Electric vehicle battery waste is a growing concern among scientists and environmental advocates. According to the BBC, each EV battery is made up of hundreds of lithium-ion cells, each of which has to be dismantled in order to be recycled. Add to that the tendency for lithium-ion cells to explode if an error is made in the dismantling process and you have an expensive, risky process that Birmingham University Faraday Institution research fellow Gavin Harper said invites trouble.

“In some markets, such as China, health and safety regulation and environmental regulation is much more lax, and working conditions wouldn’t be accepted in a Western context,” Harper told the BBC. 

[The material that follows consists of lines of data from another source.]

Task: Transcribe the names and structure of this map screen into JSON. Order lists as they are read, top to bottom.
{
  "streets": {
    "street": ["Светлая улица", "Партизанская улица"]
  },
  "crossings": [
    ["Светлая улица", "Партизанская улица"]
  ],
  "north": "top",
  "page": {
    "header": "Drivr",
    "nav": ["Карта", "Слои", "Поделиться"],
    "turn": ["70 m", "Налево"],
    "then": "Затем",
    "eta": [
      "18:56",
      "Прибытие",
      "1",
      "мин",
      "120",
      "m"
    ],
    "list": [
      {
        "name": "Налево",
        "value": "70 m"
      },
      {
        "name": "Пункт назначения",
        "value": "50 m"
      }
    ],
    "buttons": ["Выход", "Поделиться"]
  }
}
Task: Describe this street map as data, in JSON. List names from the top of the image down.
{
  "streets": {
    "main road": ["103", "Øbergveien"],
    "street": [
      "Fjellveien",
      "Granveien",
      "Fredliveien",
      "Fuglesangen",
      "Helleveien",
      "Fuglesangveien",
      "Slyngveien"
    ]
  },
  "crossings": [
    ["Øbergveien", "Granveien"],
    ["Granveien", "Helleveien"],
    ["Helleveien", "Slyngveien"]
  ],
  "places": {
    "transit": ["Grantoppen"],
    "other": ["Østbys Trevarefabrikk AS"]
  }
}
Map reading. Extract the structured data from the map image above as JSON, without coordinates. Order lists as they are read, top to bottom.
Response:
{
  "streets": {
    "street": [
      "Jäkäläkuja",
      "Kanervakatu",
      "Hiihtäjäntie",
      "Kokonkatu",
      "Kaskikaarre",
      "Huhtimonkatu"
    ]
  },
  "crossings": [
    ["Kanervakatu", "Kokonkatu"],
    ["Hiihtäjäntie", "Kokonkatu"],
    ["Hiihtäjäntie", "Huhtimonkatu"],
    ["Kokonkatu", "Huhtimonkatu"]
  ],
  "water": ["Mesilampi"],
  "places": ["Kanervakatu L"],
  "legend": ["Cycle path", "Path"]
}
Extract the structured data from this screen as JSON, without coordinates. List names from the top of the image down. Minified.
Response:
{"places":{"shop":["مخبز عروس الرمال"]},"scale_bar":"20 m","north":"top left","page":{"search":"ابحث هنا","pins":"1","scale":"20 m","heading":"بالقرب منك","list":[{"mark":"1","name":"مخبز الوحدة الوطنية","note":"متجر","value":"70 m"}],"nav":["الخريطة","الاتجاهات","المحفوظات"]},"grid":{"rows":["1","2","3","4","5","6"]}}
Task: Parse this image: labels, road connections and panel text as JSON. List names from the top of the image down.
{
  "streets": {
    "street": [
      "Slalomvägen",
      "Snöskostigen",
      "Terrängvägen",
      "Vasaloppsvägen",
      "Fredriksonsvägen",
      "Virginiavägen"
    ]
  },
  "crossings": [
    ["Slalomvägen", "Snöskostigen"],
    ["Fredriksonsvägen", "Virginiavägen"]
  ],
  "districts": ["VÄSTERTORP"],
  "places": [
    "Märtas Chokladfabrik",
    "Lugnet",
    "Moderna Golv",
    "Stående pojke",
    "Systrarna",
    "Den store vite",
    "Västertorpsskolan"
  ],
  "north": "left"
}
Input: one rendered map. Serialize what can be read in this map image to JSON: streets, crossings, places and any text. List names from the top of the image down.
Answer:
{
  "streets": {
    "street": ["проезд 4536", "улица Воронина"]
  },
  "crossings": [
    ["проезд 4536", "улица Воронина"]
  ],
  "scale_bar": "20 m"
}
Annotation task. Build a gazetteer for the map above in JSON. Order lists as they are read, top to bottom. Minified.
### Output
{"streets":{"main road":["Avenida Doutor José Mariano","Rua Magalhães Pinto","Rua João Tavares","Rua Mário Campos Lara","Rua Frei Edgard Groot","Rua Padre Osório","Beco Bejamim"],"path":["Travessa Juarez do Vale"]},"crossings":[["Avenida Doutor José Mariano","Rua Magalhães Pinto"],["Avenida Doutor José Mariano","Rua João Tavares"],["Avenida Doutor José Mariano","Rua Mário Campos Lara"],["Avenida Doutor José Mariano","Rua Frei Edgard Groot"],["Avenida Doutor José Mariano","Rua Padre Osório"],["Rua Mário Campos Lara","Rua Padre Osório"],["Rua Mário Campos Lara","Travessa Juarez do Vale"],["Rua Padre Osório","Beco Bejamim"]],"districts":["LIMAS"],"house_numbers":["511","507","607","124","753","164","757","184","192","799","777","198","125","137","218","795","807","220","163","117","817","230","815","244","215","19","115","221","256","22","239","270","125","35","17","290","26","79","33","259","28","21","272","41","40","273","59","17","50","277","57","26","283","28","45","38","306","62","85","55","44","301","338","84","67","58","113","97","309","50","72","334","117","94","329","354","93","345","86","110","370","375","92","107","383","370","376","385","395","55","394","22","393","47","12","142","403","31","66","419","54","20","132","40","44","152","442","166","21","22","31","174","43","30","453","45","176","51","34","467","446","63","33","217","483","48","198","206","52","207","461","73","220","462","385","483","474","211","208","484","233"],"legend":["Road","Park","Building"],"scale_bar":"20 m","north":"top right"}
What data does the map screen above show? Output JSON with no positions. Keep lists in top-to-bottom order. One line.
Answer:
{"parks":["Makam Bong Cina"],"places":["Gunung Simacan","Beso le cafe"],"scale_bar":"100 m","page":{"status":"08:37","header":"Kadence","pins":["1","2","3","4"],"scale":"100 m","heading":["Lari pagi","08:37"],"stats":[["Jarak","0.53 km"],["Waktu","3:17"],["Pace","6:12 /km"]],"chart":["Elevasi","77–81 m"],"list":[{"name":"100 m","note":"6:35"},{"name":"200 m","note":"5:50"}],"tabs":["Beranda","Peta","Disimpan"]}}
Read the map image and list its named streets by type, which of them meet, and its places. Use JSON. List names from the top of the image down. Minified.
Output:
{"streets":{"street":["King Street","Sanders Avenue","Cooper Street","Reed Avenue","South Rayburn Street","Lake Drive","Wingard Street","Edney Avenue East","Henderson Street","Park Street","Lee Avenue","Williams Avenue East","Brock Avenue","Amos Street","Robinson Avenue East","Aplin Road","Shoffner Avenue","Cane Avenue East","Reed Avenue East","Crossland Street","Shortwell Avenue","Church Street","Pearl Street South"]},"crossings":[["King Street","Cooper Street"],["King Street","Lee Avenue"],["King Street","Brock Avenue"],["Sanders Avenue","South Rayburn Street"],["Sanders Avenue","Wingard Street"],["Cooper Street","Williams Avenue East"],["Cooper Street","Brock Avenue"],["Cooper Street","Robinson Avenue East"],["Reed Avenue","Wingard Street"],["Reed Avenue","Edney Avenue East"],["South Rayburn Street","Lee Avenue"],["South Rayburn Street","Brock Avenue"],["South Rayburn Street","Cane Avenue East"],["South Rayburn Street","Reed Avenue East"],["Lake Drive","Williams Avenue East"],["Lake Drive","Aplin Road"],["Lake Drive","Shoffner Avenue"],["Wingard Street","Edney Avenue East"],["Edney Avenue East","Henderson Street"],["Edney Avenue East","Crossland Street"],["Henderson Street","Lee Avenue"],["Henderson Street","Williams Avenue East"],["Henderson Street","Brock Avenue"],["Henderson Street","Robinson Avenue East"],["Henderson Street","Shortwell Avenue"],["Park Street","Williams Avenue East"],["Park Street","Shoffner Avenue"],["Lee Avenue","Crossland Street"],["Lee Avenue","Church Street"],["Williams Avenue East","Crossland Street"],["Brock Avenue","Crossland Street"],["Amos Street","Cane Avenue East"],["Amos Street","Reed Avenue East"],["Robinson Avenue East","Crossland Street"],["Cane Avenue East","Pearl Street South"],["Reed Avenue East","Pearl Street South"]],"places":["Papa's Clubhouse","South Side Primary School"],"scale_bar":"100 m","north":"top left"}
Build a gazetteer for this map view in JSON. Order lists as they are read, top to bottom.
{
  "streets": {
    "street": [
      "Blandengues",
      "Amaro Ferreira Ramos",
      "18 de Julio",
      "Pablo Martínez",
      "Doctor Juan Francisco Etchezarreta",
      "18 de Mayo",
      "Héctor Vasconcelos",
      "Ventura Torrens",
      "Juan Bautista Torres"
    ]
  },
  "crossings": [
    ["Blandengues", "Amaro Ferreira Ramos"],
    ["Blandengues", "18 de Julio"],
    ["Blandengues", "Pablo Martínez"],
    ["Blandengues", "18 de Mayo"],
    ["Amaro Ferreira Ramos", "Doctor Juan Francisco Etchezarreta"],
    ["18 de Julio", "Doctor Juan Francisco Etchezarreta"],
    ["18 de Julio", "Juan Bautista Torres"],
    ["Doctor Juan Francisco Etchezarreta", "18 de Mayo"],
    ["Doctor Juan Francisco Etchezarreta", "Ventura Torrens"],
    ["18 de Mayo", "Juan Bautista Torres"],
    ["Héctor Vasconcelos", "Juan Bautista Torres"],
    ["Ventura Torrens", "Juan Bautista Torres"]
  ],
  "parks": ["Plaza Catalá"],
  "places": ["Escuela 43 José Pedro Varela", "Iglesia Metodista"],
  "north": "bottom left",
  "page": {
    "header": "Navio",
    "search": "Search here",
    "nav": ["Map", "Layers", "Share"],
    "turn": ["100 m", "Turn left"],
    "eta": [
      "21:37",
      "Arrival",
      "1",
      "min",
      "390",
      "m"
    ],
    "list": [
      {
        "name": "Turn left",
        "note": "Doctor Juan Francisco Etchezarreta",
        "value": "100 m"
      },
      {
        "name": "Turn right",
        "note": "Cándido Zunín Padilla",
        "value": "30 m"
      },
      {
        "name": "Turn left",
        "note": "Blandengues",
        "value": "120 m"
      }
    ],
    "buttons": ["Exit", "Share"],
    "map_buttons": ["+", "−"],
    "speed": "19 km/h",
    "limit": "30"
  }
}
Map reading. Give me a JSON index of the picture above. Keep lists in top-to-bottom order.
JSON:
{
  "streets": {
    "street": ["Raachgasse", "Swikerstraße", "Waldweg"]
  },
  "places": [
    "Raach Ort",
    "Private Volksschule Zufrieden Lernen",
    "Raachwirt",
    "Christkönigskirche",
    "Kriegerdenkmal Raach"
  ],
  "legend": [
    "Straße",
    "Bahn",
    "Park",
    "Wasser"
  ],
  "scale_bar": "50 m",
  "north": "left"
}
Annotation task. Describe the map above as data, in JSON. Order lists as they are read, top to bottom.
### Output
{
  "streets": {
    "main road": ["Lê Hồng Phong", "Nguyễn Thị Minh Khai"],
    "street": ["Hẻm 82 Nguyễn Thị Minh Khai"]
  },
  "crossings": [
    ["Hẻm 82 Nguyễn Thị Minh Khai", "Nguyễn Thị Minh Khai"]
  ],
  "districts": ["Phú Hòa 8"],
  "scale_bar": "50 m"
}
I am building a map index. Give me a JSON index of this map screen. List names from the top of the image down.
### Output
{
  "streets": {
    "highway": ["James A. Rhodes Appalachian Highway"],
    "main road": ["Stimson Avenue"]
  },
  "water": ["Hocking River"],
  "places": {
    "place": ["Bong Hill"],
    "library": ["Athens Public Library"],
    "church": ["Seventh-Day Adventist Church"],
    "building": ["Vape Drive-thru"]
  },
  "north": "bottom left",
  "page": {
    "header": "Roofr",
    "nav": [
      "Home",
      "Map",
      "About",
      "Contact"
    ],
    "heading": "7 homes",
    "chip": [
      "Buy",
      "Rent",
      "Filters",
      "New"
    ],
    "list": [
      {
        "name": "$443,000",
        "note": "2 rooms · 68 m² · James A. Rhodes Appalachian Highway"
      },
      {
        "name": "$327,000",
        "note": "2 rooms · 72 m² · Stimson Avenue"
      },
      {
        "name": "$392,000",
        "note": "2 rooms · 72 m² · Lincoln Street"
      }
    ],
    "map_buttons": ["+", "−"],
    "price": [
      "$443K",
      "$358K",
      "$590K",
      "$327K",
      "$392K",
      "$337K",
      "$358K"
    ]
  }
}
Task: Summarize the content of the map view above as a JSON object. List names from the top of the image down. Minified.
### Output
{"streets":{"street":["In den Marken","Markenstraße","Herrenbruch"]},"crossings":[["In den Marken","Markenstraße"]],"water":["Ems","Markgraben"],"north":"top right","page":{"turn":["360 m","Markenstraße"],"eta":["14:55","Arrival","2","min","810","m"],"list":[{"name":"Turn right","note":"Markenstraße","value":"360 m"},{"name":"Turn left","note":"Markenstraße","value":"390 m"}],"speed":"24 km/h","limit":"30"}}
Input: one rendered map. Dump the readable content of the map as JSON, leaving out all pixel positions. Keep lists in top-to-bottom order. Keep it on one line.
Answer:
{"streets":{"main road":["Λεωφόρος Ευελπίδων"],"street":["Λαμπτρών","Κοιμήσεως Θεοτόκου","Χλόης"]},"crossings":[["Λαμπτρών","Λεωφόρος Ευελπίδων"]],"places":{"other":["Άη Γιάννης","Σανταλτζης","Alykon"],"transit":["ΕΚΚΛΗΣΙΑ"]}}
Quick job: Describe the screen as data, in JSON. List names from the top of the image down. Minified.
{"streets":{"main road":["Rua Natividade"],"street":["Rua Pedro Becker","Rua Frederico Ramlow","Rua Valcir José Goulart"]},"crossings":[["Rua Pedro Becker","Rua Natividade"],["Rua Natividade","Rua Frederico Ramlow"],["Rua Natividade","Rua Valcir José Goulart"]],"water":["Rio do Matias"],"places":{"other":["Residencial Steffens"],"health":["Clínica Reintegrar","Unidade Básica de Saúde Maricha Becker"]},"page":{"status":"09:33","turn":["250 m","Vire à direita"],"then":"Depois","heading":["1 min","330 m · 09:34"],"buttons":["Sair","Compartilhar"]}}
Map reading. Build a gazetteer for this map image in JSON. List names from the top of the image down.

The Union of Concerned Scientists USA said in a report on EV battery waste that there are currently fewer than a dozen facilities in the world actively recycling electric vehicle batteries. UCSUSA also cites data suggesting that production costs for EV batteries are also environmentally high, with manufacturing contributing 14% to 24% of the global warming emissions for an electric vehicle. By contrast, refining crude oil into automotive gasoline is responsible for 24% of the fuel’s overall greenhouse gas emissions. 

In short, the more life that can be squeezed out of an electric vehicle battery, the better, and retired EV batteries aren’t short on capacity. EV batteries are typically replaced while still having up to 85% of their original capacity—more than enough for use in solar energy storage.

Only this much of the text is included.